Everything in Lise’s mother’s body hurt, because it hurt just to be near her daughter. Lines were edging themselves into her face as she looked at her. She looked at the bed instead. There were papers on it. Without disturbing Lise, she picked the booklet up off the bedcover. About you – continued. Standing. We need to know if you have any difficulties standing. By standing we mean standing by yourself without the help of another person or without holding on to something. Using your hands. Please tick the first statement that applies to you. I cannot turn the pages of a book. I cannot pick up a two pence coin with one hand but I can with the other. Seeing. Speaking. Hearing. I cannot hear well enough to understand someone talking in a normal voice in a quiet room. Controlling your bladder. Tick one box only.
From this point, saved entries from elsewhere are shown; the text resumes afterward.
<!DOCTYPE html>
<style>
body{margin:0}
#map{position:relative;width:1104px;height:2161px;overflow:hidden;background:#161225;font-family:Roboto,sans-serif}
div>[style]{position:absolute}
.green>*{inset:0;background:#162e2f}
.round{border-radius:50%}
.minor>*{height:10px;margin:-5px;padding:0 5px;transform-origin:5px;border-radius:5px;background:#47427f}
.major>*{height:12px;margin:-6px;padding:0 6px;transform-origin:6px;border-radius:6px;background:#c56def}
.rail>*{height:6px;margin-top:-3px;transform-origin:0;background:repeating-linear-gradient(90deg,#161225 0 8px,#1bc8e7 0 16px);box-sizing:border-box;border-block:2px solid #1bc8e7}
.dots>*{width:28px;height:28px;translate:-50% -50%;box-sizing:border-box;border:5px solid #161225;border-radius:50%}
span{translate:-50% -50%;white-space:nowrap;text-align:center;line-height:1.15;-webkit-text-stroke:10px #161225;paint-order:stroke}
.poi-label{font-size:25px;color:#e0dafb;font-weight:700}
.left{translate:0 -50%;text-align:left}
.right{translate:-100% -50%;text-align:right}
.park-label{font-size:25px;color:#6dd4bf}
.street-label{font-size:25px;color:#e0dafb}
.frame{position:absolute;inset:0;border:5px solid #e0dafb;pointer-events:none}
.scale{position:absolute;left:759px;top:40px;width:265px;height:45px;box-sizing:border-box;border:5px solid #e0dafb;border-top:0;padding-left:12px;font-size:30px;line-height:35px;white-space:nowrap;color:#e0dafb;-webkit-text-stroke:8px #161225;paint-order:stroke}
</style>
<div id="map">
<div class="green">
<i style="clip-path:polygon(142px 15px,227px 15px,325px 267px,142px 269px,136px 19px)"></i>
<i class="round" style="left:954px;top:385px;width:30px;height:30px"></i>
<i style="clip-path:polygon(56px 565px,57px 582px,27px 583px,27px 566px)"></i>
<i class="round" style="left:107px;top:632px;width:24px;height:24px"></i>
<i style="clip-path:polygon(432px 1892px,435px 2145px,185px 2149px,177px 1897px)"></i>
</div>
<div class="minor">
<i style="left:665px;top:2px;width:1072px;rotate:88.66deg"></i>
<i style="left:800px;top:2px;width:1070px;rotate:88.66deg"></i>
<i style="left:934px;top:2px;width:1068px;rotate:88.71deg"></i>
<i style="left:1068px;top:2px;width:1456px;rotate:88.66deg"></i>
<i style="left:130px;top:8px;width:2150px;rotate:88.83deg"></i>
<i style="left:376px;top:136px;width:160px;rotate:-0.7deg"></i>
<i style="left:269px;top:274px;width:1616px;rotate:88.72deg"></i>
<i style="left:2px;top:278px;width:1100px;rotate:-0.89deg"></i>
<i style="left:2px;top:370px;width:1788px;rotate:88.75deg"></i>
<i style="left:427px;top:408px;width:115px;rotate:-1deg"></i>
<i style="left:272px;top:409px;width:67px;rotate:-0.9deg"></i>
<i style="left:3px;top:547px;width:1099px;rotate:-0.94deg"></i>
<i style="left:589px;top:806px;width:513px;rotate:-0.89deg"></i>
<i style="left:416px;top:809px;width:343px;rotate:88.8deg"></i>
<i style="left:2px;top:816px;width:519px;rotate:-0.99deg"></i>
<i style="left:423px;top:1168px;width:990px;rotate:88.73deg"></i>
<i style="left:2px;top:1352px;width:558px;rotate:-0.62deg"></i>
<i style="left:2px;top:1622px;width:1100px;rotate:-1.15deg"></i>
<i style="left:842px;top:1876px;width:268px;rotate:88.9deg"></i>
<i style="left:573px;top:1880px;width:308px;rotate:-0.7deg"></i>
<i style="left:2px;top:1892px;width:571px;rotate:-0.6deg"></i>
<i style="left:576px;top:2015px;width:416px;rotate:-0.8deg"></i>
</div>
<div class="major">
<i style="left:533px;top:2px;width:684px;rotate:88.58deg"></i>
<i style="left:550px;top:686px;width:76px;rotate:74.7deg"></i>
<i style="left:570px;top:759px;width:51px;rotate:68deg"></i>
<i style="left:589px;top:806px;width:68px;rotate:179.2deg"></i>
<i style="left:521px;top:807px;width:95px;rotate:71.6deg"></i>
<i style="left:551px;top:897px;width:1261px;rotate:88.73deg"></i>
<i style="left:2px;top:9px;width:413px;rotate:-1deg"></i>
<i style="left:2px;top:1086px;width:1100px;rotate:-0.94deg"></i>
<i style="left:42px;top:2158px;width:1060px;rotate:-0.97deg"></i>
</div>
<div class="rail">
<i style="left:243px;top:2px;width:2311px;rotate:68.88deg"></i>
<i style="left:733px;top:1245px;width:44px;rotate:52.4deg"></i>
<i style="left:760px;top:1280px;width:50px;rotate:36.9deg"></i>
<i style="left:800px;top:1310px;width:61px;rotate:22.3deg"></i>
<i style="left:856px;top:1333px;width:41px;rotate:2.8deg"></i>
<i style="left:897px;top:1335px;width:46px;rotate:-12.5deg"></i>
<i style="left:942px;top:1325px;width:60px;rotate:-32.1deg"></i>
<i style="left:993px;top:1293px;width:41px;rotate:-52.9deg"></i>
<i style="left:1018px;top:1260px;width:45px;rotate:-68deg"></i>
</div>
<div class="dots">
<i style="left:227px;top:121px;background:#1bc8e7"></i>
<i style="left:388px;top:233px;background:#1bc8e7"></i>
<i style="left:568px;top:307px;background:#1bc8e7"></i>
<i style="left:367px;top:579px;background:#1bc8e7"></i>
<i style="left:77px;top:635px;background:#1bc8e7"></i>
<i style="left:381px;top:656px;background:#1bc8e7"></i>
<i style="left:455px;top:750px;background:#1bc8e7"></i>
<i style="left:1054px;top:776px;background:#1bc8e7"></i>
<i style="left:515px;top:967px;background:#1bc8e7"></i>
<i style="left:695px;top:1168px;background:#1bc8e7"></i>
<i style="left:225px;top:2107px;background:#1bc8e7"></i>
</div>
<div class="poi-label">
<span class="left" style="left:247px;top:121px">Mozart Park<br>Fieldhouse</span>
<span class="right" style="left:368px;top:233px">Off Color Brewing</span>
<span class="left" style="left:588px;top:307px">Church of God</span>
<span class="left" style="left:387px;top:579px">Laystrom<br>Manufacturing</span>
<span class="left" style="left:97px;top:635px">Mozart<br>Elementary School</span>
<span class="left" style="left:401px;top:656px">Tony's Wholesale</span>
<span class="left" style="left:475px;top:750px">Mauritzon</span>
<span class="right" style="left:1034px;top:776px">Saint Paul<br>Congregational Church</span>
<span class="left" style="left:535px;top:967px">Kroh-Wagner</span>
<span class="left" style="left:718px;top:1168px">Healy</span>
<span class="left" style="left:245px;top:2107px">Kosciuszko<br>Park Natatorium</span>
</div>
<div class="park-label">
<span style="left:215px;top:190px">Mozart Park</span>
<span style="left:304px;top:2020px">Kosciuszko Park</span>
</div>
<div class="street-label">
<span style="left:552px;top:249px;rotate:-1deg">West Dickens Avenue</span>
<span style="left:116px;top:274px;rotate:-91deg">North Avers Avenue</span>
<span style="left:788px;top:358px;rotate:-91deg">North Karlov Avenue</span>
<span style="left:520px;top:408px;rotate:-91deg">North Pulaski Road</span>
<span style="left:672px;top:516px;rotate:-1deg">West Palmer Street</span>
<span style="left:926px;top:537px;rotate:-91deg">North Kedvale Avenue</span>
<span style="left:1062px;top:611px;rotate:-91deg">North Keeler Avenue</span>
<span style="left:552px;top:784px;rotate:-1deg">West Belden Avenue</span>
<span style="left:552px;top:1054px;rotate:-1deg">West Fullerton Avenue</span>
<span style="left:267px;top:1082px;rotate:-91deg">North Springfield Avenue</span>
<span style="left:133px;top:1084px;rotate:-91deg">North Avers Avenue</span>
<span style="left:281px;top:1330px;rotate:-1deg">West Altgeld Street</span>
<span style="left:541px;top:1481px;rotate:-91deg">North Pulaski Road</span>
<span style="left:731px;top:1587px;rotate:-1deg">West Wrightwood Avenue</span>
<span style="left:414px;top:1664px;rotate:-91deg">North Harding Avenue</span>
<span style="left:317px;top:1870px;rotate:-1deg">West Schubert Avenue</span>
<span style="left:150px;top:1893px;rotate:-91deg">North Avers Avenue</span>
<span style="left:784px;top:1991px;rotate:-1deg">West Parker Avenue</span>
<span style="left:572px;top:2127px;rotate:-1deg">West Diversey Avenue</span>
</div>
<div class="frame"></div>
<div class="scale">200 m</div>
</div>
Other information – continued. Please use this space to tell us any thing else you think we might need to know.

There was something written in pencil in the box on this last page. Lise’s mother held it up to the window light so she could read it. It was hard to make out. It was two words. It seemed to be the word
bath
and then the word
singeing
, or the word
singing
.

She put the form down on the bed. She watched Lise breathe. She watched the nothing happening in the room. She would keep watch until Lise woke up.

She leaned forward to put the back of her hand against her daughter’s forehead, to test her temperature. Gently she lifted the hair off Lise’s face, tucked it behind her daughter’s ear, away from her eyes. She sat back again, up against the wall of the room.

Ah, love.

With one finger of one hand Penny typed words. With the other hand she pressed numbers on the hotel TV remote control.

Classic, she typed. Ideal.

A country and western star on the TV screen told the camera how much God loved Nashville. He loves it, she said. It’s a place in America, a part of America, that’s especially loved by God.

Fawless, Penny typed. She deleted the F and replaced it with an l. Then she put the F back on the front again.